Another question:  for that ip-up function in pptpd.c you change the MSS
again.  If it has already been set to --clamp-mss-to-pmtu, does that
rule need to be flushed first or will it gracefully override?

-Irving


On Sun, 2004-06-13 at 12:52, Tom Goetz wrote:
> Here's the final version of my pmtu patch, which clamps the TCP MSS to 
> MTU-40 for all connections and further limits the MSS for PPP 
> connections for the PPTPD server.
> 
> Tom Goetz
> tom at goetz-family.org
> 
> 
> ______________________________________________________________________
> Index: linux/linux/.config
> ===================================================================
> RCS file: /home/cvs/cvsroot/ewrt/src/linux/linux/.config,v
> retrieving revision 1.1.1.1
> diff -u -r1.1.1.1 .config
> --- linux/linux/.config     24 Mar 2004 00:08:47 -0000      1.1.1.1
> +++ linux/linux/.config     11 Jun 2004 23:02:25 -0000
> @@ -311,7 +311,7 @@
>  # CONFIG_IP_NF_MATCH_AH_ESP is not set
>  # CONFIG_IP_NF_MATCH_LENGTH is not set
>  # CONFIG_IP_NF_MATCH_TTL is not set
> -# CONFIG_IP_NF_MATCH_TCPMSS is not set
> +CONFIG_IP_NF_MATCH_TCPMSS=y
>  # CONFIG_IP_NF_MATCH_HELPER is not set
>  CONFIG_IP_NF_MATCH_STATE=y
>  # CONFIG_IP_NF_MATCH_CONNTRACK is not set
> Index: router/rc/firewall.c
> ===================================================================
> RCS file: /home/cvs/cvsroot/ewrt/src/router/rc/firewall.c,v
> retrieving revision 1.2
> diff -u -r1.2 firewall.c
> --- router/rc/firewall.c    21 Apr 2004 20:28:15 -0000      1.2
> +++ router/rc/firewall.c    11 Jun 2004 23:02:26 -0000
> @@ -1175,16 +1175,14 @@
>  
>  void filter_forward(void){
>  
> +   /* Clamp TCP MSS to PMTU of WAN interface */
> +   save2file("-A FORWARD -p tcp --tcp-flags SYN,RST SYN -j TCPMSS --clamp-mss-to-pmtu\n");
> +
>     /* Accept the redirect, might be seen as INVALID, packets */
>     save2file("-A FORWARD -i %s -o %s -j ACCEPT\n", lanface, lanface);
>  
>     /* Drop the wrong state, INVALID, packets */
>     save2file("-A FORWARD -m state --state INVALID -j DROP\n");
> -
> -   /* Clamp TCP MSS to PMTU of WAN interface */
> -   if( nvram_match("wan_proto", "pppoe") || nvram_match("mtu_enable", "1") )

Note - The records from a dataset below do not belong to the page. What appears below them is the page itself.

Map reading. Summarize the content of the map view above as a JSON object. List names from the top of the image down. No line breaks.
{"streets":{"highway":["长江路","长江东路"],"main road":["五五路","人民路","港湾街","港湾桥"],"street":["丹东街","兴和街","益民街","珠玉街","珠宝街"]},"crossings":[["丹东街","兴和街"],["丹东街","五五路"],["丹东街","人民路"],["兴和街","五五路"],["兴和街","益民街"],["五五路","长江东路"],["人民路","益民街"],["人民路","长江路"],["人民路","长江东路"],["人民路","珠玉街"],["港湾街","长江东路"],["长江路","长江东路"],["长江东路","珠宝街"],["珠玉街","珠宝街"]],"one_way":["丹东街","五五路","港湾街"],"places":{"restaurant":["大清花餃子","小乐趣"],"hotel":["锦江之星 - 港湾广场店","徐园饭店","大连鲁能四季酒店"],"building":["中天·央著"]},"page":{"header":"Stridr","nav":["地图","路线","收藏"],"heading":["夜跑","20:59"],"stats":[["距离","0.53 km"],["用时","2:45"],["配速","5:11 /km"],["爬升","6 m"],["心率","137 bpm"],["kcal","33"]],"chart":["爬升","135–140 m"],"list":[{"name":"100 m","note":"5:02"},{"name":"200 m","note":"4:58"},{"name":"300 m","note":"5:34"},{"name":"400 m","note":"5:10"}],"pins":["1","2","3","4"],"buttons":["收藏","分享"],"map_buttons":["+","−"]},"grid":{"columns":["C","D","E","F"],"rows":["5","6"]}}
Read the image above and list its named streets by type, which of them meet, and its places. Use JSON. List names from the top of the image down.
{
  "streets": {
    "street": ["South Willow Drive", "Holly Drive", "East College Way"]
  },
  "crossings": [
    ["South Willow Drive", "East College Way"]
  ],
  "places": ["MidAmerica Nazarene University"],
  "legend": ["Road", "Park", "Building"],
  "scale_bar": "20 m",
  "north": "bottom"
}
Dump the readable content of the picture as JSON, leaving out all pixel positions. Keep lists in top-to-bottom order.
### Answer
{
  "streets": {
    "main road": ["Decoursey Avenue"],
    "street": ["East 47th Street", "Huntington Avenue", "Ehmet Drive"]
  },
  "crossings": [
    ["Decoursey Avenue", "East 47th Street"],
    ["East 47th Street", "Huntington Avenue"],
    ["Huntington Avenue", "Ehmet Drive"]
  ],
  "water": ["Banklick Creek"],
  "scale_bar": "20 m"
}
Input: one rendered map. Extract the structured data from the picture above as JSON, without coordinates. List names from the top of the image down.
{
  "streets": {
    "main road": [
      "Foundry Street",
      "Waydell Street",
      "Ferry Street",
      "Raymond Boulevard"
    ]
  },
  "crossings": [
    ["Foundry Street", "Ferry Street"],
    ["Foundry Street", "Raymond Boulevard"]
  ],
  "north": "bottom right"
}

> -           save2file("-A FORWARD -p tcp --tcp-flags SYN,RST SYN -m tcpmss --mss %d: -j TCPMSS "
> -                     "--set-mss %d\n", atoi(nvram_safe_get("wan_mtu"))-39, atoi(nvram_safe_get("wan_mtu"))-40);
>  
>     /* DROP packets for PPTP pass through. */
>     if (nvram_match("pptp_pass", "0")) 
> Index: router/rc/pptpd.c
> ===================================================================
> RCS file: /home/cvs/cvsroot/ewrt/src/router/rc/pptpd.c,v
> retrieving revision 1.1.1.1
> diff -u -r1.1.1.1 pptpd.c
> --- router/rc/pptpd.c       24 Mar 2004 00:10:41 -0000      1.1.1.1
> +++ router/rc/pptpd.c       11 Jun 2004 23:02:26 -0000
> @@ -19,6 +19,7 @@
>  #include 
>  #include 
>  
> +const char iptables[] = "/usr/sbin/iptables";
>  
>  int start_pptpd(void)
>  {
> @@ -69,15 +76,29 @@
>  
>    
>    // Create ip-up and ip-down scripts that are unique to pptpd to avoid interference with pppoe and pptp
> +  #define IP_OVERHEAD     40
> +  #define PPTP_OVERHEAD   108
> +  int mtu, mss;
> +
> +  if( nvram_match("mtu_enable", "1") )
> +    mtu = atoi(nvram_safe_get("wan_mtu"));
> +  else
> +    mtu = 1500;
> +  /* adjust for tunneling overhead (mtu - 40 byte IP - tunnel overhead) */
> +  mss = mtu - IP_OVERHEAD - PPTP_OVERHEAD;
>    fp = fopen("/tmp/pptpd/ip-up","w");
>    fprintf(fp, "#!/bin/sh\n"
> -              "/usr/sbin/iptables -I INPUT -i $1 -j ACCEPT\n"
> -              "/usr/sbin/iptables -I FORWARD -i $1 -j ACCEPT\n");
> +              "%s -I FORWARD -i $1 -tcp --tcp-flags SYN,RST SYN -m tcpmss --mss %d: -j TCPMSS --set-mss %d\n"
> +              "%s -I INPUT -i $1 -j ACCEPT\n"
> +              "%s -I FORWARD -i $1 -j ACCEPT\n",
> +              iptables, mss+1, mss, iptables, iptables);
>    fclose(fp);
>    fp = fopen("/tmp/pptpd/ip-down","w");
>    fprintf(fp, "#!/bin/sh\n"
> -              "/usr/sbin/iptables -D INPUT -i $1 -j ACCEPT\n"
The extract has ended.